BGA2: A Survey on Intrusion Detection Datasets

Tutor: Buse Gul Atli

Evaluating intrusion detection systems (IDS) is a difficult task, since comparison of different approaches requires the use of a standard dataset. While there are many state-of-the-art datasets (e.g., KDDCup 1999) are publicly available for evaluating the performance of IDS approaches or devices, these datasets no longer represent a realistic architecture or novel attack protocols with incomplete, inconsistent or unlabelled traces. Moreover, many datasets used as a performance metric cannot be shared due to privacy issues, which leads to no fair evaluation of the proposed IDS. The student involved in this topic is expected to make a survey about recently published and publicly available datasets, investigate their characteristics and evaluate their strengths or weaknesses.
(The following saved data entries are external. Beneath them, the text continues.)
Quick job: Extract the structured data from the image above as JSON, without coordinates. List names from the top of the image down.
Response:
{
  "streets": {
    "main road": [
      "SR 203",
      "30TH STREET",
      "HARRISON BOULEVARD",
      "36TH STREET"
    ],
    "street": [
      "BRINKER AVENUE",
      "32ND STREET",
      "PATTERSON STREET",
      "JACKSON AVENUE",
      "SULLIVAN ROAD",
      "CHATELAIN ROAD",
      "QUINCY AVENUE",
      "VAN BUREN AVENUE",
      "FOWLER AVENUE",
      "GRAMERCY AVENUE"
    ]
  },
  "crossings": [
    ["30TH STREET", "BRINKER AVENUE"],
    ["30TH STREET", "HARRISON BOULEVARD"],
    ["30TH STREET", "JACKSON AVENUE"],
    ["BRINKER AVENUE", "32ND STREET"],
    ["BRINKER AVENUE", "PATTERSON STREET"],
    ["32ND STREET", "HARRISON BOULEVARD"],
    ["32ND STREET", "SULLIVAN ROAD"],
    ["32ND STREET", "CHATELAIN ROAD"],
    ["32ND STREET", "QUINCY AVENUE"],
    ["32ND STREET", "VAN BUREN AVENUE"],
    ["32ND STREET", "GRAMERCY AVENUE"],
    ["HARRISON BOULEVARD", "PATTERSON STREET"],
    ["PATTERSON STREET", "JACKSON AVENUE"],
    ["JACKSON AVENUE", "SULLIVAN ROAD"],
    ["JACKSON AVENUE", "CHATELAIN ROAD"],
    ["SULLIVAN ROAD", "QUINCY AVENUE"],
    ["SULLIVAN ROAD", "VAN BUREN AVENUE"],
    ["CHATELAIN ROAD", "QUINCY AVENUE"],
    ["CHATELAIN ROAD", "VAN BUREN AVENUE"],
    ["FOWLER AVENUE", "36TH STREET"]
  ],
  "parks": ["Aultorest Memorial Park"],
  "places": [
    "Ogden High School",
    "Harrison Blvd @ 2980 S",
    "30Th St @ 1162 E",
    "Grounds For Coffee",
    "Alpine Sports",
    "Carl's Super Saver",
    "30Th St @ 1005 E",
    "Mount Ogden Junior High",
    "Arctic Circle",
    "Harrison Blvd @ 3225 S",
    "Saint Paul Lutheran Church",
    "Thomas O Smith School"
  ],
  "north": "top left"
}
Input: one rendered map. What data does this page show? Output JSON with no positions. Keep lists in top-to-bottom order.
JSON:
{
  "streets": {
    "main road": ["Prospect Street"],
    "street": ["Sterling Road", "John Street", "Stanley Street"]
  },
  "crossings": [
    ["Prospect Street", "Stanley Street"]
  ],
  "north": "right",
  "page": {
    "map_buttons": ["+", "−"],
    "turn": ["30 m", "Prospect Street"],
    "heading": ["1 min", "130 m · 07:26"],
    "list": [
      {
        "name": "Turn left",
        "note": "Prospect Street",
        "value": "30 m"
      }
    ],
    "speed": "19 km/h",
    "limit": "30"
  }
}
The student will also investigate what type of qualities should a proper IDS dataset has in order to provide an effective performance metric.

References:

  • Example datasets: https://www.unb.ca/cic/datasets/ids-2017.html
  • A survey on IDS general: ""Network anomaly detection: methods, systems and tools."" IEEE communications surveys & tutorials 16.1 (2014): 303-336.
  • Another survey: Hindy, Hanan, et al. ""A Taxonomy and Survey of Intrusion Detection System Design Techniques, Network Threats and Datasets."" arXiv preprint arXiv:1806.03517 (2018).


BJ1: Video Caching, Computing and Delivery in Wireless Mobile Edge Networks
Tutor: Behrouz Jedari

The global mobile traffic is expected to grow about eight times by 2023, where video data will account for 73% of the traffic [1]. With the advent of 5G networks, proactive caching of popular videos at the network edge (i.e., base stations) is considered as a cost-efficient solution to increase the network capacity, while reducing the congestion in network backhaul. The main objective of video edge caching mechanisms is to bring contents as close as possible to end-users, thus improve their quality of experience [2]. However, several important challenges such as cooperative video caching and delivery, as well as resource allocation and pricing are still left unexplored [3]. The main goal of this project is to extend video caching protocols currently developed in our research group and evaluate their performance.

References:

  • Ericsson, “Ericsson mobility report,” June 2018, [Online]. Available: https://www.ericsson.com/en/mobility-report/reports/june-2018.
  • L. Li, G. Zhao, and R. S. Blum, “A survey of caching techniques in cellular networks: Research issues and challenges in content placement and delivery strategies,” IEEE Communications Surveys Tutorials, vol. 20, no. 3, 1710-1732, 2018.
  • Ke Zhang Supeng Leng, Yejun He, Sabita Maharjan, and Yan Zhang, “Cooperative Content Caching in 5G Networks with Mobile Edge Computing,” IEEE Wireless Communications, vol. 25, no. 3, pp. 80 – 87, 2018.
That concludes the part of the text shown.